[Items listed in a dataset]

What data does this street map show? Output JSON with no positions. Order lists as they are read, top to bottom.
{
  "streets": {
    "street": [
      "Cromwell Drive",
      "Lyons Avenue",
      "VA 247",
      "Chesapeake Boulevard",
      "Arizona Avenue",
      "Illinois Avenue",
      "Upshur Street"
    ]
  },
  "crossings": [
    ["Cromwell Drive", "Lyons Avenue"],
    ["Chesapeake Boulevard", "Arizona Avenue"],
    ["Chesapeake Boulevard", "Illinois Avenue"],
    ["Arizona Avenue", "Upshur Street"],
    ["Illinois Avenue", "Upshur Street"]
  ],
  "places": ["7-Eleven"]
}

**Exercise details**
Could you give every entry again, exactly as written?

**Finished task**
What data does this street map show? Output JSON with no positions. Order lists as they are read, top to bottom.
{
  "streets": {
    "street": [
      "Cromwell Drive",
      "Lyons Avenue",
      "VA 247",
      "Chesapeake Boulevard",
      "Arizona Avenue",
      "Illinois Avenue",
      "Upshur Street"
    ]
  },
  "crossings": [
    ["Cromwell Drive", "Lyons Avenue"],
    ["Chesapeake Boulevard", "Arizona Avenue"],
    ["Chesapeake Boulevard", "Illinois Avenue"],
    ["Arizona Avenue", "Upshur Street"],
    ["Illinois Avenue", "Upshur Street"]
  ],
  "places": ["7-Eleven"]
}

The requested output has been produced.